### What is expected:
Below are the data; count the lines with the string "stream" in them and give that number only.
== Records to use
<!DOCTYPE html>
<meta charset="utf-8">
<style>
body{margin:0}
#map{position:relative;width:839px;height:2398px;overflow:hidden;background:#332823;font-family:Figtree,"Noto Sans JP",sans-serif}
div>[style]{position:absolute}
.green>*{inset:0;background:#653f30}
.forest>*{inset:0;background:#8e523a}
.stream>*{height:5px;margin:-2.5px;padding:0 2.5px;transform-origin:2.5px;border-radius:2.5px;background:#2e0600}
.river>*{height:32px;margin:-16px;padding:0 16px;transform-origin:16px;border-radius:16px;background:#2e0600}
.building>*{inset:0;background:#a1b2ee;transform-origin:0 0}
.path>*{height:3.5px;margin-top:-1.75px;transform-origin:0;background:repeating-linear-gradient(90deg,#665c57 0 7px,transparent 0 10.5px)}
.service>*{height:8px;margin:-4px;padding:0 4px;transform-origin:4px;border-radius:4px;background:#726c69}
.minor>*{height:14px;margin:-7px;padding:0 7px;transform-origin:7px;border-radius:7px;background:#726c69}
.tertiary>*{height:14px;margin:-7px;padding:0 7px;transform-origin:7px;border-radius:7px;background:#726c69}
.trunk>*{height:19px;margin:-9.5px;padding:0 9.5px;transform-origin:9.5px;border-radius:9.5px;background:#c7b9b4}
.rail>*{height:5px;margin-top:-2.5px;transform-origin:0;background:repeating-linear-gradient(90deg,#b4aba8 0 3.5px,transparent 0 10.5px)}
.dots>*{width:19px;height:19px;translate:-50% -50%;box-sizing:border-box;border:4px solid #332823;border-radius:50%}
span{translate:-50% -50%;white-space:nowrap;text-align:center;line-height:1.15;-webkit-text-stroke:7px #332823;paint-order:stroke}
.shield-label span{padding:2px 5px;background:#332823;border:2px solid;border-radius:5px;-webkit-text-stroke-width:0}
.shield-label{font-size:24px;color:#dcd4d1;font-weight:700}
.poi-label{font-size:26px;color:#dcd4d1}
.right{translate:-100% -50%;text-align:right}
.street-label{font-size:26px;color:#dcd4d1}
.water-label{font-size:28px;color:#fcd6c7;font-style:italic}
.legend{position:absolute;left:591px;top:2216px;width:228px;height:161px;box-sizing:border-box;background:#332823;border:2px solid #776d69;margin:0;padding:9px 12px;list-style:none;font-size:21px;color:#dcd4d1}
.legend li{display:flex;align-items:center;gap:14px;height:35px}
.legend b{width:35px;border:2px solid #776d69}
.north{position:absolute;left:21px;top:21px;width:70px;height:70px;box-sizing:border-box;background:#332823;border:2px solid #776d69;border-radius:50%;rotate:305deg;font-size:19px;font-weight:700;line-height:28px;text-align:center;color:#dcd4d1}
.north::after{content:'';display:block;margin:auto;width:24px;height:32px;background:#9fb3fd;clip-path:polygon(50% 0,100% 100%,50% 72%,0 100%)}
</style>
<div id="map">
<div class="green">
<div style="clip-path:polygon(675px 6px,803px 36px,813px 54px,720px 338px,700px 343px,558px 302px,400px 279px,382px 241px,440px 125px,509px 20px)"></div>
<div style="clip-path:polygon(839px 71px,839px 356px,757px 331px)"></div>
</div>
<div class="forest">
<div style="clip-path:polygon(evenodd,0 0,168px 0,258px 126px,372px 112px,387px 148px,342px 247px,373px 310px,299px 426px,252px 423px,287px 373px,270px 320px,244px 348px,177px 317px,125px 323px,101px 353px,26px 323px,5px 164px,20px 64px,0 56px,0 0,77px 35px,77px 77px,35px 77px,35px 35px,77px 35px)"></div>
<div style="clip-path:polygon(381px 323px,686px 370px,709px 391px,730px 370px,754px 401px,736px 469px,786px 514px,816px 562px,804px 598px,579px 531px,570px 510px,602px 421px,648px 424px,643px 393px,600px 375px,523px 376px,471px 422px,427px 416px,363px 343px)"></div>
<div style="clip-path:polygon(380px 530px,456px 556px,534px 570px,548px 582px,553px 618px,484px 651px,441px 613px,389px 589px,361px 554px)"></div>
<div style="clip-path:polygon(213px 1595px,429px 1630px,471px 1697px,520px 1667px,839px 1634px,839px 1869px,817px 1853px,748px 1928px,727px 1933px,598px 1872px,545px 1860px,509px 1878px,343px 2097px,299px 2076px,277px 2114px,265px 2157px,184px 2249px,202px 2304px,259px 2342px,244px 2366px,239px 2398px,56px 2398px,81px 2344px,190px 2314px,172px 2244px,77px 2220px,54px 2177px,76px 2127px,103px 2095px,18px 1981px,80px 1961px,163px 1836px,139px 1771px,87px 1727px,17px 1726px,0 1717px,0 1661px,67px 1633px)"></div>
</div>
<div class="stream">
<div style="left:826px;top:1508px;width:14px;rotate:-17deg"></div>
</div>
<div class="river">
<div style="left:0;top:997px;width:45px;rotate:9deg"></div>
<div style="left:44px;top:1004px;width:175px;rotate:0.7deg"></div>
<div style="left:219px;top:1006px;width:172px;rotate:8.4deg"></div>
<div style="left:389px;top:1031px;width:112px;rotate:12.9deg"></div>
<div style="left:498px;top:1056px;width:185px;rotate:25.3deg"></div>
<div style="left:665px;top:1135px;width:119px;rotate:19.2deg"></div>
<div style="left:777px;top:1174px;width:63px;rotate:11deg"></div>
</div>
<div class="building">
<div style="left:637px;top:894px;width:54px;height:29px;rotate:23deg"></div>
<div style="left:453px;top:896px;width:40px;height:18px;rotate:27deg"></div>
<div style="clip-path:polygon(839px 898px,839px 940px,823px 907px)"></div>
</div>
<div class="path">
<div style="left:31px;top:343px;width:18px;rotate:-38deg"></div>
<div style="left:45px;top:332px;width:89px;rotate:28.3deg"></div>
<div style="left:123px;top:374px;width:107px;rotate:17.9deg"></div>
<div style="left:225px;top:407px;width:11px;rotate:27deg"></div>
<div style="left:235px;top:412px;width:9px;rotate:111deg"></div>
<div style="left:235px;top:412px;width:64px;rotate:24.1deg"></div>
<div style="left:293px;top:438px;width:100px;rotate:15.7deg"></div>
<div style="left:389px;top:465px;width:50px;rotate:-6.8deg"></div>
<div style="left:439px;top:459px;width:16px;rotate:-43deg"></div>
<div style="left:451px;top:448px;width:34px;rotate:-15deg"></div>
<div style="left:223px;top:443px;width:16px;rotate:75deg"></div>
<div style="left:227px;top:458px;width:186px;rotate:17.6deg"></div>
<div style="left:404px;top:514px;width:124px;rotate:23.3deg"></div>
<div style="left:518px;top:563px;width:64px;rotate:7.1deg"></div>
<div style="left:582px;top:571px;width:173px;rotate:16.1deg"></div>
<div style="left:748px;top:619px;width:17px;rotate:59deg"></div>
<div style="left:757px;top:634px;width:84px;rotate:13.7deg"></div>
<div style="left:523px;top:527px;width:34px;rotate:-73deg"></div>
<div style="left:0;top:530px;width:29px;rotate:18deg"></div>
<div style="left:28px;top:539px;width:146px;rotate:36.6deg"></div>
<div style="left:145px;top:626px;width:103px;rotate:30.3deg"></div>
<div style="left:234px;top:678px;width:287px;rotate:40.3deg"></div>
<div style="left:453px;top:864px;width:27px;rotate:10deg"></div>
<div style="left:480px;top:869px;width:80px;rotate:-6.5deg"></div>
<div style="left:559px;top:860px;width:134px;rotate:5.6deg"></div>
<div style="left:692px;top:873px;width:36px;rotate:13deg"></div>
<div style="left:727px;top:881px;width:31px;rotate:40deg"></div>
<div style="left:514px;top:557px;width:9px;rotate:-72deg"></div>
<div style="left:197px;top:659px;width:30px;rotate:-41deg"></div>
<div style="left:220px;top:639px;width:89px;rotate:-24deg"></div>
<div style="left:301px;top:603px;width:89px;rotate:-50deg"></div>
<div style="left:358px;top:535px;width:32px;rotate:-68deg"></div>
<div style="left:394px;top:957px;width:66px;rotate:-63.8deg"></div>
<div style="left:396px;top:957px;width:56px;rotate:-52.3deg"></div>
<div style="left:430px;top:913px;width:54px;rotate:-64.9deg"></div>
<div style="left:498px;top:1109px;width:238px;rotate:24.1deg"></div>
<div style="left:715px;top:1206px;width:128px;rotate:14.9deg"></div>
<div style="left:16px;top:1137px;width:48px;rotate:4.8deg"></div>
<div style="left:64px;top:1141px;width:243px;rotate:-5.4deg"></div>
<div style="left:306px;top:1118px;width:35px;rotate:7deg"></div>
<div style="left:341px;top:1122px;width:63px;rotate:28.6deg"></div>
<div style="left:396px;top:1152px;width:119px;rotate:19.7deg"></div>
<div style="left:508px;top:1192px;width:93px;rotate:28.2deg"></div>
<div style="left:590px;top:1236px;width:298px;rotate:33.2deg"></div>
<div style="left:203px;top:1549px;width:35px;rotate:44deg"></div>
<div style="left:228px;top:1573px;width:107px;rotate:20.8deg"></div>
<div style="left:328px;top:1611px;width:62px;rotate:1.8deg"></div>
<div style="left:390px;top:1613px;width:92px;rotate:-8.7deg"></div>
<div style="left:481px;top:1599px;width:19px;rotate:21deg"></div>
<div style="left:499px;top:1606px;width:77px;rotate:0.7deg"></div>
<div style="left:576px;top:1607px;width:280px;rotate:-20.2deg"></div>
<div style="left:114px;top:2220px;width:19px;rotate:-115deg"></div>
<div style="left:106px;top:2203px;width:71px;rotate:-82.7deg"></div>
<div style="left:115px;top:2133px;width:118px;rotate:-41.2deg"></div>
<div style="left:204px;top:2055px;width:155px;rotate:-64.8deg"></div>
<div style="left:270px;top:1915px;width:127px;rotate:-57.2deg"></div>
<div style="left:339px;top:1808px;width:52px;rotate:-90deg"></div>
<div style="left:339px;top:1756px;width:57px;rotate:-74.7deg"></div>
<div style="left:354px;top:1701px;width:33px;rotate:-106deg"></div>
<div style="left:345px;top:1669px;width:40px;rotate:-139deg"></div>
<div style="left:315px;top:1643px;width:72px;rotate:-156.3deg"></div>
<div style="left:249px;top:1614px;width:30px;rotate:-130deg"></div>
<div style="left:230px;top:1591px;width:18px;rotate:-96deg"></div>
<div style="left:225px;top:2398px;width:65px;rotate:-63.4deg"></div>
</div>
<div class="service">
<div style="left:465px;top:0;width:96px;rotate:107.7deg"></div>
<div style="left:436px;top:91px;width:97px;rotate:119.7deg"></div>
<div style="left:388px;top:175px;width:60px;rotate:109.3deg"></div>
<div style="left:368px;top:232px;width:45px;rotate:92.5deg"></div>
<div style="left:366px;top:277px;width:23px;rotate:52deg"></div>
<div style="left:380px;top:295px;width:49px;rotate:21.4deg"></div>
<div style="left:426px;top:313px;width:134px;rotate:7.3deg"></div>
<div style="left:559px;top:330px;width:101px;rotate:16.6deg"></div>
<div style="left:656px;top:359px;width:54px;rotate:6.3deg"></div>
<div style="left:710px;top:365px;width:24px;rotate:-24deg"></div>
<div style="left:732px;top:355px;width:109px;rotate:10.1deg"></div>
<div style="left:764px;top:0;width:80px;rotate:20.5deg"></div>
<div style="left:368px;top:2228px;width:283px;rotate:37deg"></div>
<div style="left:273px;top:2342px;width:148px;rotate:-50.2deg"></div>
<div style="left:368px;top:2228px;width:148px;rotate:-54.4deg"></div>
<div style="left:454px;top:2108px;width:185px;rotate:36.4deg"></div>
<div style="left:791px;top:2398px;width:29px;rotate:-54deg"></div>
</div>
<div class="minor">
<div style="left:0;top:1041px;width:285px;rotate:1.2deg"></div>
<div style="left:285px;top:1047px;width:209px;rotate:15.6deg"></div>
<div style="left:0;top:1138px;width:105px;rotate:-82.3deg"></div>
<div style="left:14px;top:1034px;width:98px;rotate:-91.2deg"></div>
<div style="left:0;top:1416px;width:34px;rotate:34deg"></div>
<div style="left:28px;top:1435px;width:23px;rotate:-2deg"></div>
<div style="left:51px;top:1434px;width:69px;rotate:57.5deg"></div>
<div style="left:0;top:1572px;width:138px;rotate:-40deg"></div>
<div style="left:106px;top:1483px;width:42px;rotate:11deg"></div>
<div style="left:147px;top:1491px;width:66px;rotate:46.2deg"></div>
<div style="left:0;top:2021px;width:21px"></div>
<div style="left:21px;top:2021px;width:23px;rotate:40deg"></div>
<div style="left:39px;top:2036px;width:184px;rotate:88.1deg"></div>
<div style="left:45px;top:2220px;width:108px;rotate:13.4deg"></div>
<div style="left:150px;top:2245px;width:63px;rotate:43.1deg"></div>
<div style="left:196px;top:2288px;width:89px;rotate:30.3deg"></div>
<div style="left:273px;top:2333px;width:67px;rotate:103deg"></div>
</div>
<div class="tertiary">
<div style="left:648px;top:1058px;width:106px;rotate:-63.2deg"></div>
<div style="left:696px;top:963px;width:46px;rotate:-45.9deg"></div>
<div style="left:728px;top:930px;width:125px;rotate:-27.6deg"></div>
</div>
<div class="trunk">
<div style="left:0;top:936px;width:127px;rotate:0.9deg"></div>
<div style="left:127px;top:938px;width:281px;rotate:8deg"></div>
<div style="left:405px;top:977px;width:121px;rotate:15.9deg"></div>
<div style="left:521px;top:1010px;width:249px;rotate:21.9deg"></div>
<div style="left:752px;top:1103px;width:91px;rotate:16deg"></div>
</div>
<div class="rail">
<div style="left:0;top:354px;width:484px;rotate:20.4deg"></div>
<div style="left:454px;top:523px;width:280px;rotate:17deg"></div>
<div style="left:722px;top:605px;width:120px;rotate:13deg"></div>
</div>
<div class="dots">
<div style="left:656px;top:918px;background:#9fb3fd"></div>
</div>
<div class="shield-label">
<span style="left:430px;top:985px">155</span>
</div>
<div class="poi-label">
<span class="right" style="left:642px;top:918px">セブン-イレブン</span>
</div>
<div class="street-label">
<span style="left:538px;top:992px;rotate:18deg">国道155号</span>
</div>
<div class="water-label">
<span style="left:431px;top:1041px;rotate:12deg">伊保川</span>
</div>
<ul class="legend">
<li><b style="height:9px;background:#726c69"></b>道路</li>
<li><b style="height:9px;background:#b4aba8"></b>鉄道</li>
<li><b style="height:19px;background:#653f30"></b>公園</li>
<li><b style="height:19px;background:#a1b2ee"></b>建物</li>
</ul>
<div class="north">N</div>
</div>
====
### Exercise result:
2